(Records excerpted from a collection)

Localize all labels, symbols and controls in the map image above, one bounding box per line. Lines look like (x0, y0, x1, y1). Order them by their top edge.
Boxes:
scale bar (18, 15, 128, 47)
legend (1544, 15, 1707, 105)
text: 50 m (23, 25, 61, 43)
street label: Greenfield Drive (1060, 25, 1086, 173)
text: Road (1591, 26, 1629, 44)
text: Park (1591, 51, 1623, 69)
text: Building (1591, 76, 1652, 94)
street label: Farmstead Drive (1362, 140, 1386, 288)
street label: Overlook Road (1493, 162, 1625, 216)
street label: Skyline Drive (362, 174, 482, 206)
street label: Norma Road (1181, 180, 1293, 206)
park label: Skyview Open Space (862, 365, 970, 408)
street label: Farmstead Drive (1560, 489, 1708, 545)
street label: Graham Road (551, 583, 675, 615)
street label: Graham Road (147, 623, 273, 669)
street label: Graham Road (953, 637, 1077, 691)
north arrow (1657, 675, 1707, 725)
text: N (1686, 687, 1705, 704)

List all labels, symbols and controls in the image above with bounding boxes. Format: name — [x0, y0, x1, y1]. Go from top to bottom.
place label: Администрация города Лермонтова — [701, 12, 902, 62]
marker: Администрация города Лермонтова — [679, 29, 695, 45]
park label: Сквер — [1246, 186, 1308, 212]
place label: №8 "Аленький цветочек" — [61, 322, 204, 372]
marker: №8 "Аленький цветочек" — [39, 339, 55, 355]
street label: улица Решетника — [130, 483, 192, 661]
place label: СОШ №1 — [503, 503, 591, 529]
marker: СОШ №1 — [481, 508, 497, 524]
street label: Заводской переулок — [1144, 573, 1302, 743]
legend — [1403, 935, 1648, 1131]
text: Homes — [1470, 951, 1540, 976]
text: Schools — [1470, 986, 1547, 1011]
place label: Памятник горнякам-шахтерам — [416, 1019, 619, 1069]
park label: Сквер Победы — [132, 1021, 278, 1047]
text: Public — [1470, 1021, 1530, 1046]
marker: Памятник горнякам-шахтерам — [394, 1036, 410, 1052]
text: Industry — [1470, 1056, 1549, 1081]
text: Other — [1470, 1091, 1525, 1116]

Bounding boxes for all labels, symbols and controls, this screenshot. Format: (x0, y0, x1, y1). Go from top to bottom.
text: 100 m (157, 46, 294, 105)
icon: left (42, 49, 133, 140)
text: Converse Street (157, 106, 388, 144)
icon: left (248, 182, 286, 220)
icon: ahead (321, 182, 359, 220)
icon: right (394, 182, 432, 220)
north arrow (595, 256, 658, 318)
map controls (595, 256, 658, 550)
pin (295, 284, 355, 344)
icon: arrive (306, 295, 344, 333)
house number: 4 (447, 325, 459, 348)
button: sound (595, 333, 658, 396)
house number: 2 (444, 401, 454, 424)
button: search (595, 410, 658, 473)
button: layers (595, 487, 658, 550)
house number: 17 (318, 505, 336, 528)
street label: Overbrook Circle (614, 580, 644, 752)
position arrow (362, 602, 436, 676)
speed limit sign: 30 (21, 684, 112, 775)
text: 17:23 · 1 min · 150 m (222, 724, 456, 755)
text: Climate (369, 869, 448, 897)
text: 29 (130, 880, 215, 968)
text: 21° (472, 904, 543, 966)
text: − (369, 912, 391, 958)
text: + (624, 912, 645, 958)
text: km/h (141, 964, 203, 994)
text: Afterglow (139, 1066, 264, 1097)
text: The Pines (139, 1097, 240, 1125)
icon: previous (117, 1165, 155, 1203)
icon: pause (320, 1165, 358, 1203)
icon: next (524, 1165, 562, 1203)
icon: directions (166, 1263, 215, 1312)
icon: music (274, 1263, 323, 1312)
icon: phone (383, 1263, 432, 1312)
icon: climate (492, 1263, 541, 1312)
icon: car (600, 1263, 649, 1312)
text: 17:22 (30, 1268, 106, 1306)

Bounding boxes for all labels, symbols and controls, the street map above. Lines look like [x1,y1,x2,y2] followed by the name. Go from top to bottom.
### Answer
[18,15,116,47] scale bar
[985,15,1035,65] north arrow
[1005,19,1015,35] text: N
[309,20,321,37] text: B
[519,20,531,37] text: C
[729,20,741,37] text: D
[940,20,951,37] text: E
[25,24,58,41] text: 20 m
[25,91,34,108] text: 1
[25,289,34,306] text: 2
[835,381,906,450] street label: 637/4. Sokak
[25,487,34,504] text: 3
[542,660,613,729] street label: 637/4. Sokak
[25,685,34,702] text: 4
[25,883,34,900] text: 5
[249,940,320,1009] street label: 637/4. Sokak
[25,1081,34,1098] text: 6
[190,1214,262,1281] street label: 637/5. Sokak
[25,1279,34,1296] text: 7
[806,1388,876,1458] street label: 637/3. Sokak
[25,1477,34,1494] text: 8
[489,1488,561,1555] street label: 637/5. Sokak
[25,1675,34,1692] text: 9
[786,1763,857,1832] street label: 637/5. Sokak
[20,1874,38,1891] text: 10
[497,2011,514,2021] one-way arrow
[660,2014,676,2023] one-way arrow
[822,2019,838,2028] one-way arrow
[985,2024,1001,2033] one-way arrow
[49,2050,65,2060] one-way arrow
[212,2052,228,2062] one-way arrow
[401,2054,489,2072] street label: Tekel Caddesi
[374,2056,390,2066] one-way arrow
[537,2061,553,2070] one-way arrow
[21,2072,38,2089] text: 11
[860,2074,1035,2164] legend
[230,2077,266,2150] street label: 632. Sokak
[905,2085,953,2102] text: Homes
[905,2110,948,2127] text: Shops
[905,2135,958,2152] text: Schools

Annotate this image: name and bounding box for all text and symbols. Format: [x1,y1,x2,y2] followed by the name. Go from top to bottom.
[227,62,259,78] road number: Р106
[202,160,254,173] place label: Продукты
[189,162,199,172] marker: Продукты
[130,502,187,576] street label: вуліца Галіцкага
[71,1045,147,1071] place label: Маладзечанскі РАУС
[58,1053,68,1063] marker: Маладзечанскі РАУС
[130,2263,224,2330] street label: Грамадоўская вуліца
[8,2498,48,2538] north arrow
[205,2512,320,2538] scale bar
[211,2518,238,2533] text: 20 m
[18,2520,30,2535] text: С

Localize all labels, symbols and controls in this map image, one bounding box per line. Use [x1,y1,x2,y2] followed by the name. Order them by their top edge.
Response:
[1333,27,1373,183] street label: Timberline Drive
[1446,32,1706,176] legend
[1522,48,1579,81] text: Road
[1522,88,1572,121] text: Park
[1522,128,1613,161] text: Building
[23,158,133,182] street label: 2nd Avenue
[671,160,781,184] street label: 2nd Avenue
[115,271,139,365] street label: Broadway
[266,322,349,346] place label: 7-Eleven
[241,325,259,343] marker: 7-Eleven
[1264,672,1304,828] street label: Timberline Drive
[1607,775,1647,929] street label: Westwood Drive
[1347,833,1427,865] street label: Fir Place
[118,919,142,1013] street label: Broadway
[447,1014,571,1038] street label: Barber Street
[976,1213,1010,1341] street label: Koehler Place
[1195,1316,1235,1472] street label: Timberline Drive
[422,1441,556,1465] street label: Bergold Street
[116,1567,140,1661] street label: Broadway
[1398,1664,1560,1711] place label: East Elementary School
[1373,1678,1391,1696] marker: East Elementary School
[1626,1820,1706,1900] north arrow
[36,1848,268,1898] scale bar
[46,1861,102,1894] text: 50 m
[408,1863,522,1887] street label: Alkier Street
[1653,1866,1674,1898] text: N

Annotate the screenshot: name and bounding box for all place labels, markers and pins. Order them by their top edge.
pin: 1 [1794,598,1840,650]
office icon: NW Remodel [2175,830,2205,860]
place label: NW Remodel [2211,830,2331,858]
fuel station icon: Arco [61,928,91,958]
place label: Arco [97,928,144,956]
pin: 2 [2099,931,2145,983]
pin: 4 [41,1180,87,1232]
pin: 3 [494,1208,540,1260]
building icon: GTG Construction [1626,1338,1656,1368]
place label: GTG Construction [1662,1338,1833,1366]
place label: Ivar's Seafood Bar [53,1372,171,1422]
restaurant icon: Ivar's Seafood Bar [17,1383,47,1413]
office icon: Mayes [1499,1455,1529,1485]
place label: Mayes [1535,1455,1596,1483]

(Your objective): Pull each line containing "Lines" from the records.

(Result):
Localize all labels, symbols and controls in the map image above, one bounding box per line. Lines look like (x0, y0, x1, y1). Order them by their top edge.
Bounding boxes for all labels, symbols and controls, the street map above. Lines look like [x1,y1,x2,y2] followed by the name. Go from top to bottom.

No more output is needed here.